Task directions: Within the material below, transcribe exactly the lines from the one holding "14px,971px 14px,1050px 211px,1194px" through the one holding "474px,1022px 529px,1000px 537px,979px", keeping both ends and skipping the rest.

Data to process:
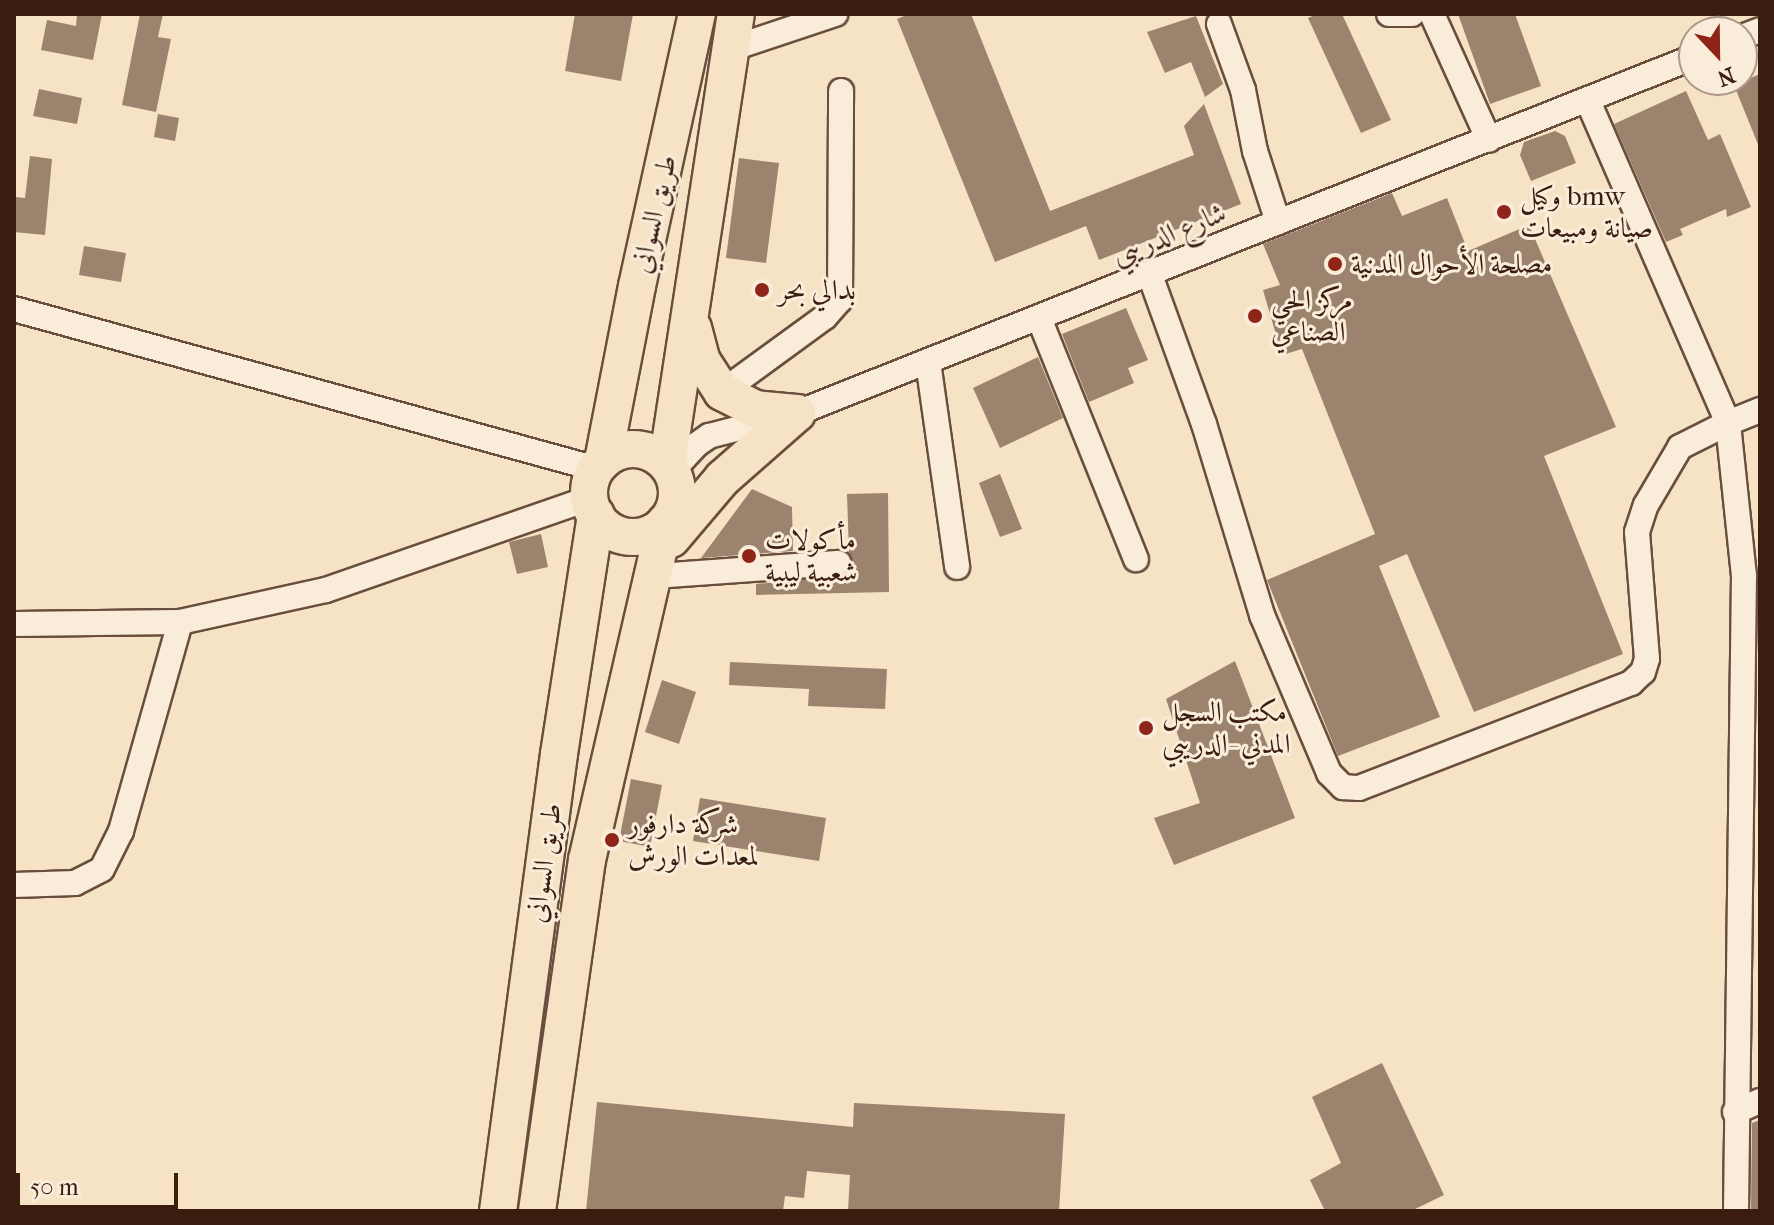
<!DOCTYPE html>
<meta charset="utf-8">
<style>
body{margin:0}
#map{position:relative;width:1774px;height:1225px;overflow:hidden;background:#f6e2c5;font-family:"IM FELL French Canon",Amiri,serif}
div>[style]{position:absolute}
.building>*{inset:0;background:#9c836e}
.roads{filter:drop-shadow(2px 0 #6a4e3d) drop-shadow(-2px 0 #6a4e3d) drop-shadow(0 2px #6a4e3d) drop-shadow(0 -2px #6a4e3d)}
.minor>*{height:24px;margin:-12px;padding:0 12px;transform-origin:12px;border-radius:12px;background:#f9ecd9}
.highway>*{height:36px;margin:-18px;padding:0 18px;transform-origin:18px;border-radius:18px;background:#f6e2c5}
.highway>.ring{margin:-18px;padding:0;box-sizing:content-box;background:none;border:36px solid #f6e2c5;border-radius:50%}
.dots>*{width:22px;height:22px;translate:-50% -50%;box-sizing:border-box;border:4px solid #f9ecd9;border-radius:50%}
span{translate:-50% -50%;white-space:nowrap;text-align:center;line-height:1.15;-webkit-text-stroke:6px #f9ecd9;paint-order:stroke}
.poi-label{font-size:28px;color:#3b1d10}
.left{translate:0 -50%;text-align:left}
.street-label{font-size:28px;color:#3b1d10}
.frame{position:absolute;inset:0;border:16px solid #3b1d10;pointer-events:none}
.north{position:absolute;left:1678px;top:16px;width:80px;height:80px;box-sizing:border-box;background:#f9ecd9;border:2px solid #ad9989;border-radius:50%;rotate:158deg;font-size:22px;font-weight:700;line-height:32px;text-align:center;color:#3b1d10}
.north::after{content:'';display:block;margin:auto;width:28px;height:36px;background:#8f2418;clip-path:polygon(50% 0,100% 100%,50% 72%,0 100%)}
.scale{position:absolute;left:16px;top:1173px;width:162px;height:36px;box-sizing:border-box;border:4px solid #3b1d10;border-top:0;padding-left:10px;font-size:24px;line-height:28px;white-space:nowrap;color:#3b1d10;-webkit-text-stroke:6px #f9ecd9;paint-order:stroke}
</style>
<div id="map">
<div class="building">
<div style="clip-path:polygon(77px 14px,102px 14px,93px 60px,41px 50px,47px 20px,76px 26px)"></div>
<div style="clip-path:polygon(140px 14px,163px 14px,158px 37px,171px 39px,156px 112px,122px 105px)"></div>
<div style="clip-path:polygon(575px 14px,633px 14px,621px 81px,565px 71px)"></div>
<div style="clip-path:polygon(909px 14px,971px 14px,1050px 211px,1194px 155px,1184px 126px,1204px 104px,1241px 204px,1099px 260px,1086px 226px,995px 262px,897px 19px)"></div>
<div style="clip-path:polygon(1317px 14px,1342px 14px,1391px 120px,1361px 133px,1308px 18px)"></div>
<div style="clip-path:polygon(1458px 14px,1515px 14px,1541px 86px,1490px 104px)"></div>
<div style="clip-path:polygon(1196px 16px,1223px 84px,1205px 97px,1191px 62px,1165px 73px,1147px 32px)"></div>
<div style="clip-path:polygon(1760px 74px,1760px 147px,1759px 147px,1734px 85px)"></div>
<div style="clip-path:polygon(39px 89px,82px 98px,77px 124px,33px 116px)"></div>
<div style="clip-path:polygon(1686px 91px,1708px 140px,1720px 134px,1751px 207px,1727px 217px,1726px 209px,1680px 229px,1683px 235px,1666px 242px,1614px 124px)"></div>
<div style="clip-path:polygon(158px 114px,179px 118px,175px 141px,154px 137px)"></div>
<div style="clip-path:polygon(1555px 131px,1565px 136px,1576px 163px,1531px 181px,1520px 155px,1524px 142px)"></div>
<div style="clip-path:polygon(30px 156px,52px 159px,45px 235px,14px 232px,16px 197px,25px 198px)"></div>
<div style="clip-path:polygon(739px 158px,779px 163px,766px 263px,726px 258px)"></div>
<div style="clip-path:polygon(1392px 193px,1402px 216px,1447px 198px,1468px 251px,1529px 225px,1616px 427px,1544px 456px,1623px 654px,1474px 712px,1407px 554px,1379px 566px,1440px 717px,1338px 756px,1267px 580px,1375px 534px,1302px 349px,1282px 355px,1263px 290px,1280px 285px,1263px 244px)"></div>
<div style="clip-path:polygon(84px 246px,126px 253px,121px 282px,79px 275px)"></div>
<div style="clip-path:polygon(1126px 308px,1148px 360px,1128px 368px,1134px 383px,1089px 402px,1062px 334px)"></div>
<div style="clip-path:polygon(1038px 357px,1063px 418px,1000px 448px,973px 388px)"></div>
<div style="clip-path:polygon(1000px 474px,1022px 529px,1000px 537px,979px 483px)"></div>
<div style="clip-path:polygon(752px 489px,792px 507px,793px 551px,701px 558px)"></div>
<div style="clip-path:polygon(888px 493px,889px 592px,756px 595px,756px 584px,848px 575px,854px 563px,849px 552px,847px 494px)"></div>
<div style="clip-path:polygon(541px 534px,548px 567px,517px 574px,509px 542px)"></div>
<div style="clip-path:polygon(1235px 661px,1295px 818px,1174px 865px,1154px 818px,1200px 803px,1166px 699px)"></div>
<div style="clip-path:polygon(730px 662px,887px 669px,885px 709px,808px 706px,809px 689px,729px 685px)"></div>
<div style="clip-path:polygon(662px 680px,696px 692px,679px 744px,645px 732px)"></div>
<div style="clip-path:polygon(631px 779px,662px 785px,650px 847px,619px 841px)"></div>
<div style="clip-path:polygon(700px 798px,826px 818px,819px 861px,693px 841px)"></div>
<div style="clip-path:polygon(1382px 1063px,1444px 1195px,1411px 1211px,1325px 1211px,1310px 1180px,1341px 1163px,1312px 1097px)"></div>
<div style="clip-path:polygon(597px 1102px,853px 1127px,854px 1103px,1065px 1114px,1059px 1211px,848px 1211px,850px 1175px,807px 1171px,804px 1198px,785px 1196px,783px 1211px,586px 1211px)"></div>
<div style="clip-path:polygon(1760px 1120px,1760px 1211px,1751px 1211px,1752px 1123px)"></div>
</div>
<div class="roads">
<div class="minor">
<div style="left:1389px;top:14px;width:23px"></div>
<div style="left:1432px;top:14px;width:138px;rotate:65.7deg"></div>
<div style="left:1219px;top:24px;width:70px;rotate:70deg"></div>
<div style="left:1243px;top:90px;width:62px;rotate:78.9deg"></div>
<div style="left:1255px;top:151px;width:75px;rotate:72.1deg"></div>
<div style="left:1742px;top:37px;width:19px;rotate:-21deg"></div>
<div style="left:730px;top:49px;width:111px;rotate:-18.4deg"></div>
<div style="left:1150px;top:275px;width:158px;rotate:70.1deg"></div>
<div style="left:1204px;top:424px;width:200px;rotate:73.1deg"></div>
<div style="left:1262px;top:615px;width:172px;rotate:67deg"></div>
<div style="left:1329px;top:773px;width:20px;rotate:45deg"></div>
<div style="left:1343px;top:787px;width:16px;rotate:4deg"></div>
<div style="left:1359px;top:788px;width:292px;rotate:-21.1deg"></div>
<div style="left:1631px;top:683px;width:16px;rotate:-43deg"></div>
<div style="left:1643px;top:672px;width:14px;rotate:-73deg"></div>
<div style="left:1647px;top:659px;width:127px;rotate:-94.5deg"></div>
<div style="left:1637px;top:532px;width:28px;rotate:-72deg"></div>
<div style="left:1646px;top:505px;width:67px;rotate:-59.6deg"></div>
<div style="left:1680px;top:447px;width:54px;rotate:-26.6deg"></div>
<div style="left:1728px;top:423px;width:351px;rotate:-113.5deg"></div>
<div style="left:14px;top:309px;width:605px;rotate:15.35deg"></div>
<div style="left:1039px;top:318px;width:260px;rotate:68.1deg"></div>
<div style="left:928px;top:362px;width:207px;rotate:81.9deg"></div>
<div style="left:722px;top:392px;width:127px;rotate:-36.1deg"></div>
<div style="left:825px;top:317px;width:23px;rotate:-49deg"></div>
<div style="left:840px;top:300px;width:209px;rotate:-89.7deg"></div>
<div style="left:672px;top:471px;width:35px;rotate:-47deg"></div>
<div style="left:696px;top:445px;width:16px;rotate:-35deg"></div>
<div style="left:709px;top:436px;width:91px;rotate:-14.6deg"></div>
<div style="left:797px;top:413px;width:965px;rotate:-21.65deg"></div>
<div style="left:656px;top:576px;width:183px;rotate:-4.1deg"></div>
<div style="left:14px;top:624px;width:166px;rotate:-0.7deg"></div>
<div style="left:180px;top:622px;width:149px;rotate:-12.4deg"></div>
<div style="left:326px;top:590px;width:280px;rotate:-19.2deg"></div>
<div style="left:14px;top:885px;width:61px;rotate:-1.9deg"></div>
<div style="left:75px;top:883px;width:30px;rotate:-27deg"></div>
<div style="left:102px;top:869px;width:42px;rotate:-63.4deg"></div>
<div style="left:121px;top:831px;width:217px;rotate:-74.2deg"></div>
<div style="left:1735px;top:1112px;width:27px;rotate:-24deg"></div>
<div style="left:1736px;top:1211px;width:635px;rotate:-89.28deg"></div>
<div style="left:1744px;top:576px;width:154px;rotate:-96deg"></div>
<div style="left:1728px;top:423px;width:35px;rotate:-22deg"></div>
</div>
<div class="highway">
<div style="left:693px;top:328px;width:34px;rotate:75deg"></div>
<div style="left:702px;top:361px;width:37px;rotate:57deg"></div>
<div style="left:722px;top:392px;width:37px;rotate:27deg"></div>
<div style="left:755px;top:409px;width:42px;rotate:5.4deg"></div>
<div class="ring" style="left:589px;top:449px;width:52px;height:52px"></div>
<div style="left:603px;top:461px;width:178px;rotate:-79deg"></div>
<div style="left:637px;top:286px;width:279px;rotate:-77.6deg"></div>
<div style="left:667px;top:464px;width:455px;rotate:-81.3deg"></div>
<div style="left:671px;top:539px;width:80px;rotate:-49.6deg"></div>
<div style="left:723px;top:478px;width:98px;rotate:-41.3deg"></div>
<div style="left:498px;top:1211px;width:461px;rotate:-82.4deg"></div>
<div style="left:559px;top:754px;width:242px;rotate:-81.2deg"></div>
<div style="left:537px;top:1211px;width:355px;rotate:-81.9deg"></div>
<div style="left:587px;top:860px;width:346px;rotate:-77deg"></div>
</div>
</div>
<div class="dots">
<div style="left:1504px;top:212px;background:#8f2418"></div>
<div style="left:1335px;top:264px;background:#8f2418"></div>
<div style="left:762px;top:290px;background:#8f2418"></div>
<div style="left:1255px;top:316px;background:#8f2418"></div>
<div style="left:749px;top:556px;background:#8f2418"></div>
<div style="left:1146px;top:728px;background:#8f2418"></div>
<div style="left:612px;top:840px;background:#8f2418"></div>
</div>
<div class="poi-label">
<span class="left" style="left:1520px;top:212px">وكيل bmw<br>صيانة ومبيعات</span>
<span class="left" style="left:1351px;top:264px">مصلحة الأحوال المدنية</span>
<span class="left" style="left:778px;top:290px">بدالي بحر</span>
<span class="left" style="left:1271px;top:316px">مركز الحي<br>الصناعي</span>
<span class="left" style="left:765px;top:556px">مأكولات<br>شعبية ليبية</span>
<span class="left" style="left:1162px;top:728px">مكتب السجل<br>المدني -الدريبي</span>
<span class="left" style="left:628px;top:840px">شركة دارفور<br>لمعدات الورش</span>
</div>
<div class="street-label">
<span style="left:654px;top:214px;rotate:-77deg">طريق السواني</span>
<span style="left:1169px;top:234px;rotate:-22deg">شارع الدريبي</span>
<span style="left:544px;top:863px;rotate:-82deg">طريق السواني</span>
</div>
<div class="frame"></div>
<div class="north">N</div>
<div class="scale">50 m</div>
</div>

Written response:
<div style="clip-path:polygon(909px 14px,971px 14px,1050px 211px,1194px 155px,1184px 126px,1204px 104px,1241px 204px,1099px 260px,1086px 226px,995px 262px,897px 19px)"></div>
<div style="clip-path:polygon(1317px 14px,1342px 14px,1391px 120px,1361px 133px,1308px 18px)"></div>
<div style="clip-path:polygon(1458px 14px,1515px 14px,1541px 86px,1490px 104px)"></div>
<div style="clip-path:polygon(1196px 16px,1223px 84px,1205px 97px,1191px 62px,1165px 73px,1147px 32px)"></div>
<div style="clip-path:polygon(1760px 74px,1760px 147px,1759px 147px,1734px 85px)"></div>
<div style="clip-path:polygon(39px 89px,82px 98px,77px 124px,33px 116px)"></div>
<div style="clip-path:polygon(1686px 91px,1708px 140px,1720px 134px,1751px 207px,1727px 217px,1726px 209px,1680px 229px,1683px 235px,1666px 242px,1614px 124px)"></div>
<div style="clip-path:polygon(158px 114px,179px 118px,175px 141px,154px 137px)"></div>
<div style="clip-path:polygon(1555px 131px,1565px 136px,1576px 163px,1531px 181px,1520px 155px,1524px 142px)"></div>
<div style="clip-path:polygon(30px 156px,52px 159px,45px 235px,14px 232px,16px 197px,25px 198px)"></div>
<div style="clip-path:polygon(739px 158px,779px 163px,766px 263px,726px 258px)"></div>
<div style="clip-path:polygon(1392px 193px,1402px 216px,1447px 198px,1468px 251px,1529px 225px,1616px 427px,1544px 456px,1623px 654px,1474px 712px,1407px 554px,1379px 566px,1440px 717px,1338px 756px,1267px 580px,1375px 534px,1302px 349px,1282px 355px,1263px 290px,1280px 285px,1263px 244px)"></div>
<div style="clip-path:polygon(84px 246px,126px 253px,121px 282px,79px 275px)"></div>
<div style="clip-path:polygon(1126px 308px,1148px 360px,1128px 368px,1134px 383px,1089px 402px,1062px 334px)"></div>
<div style="clip-path:polygon(1038px 357px,1063px 418px,1000px 448px,973px 388px)"></div>
<div style="clip-path:polygon(1000px 474px,1022px 529px,1000px 537px,979px 483px)"></div>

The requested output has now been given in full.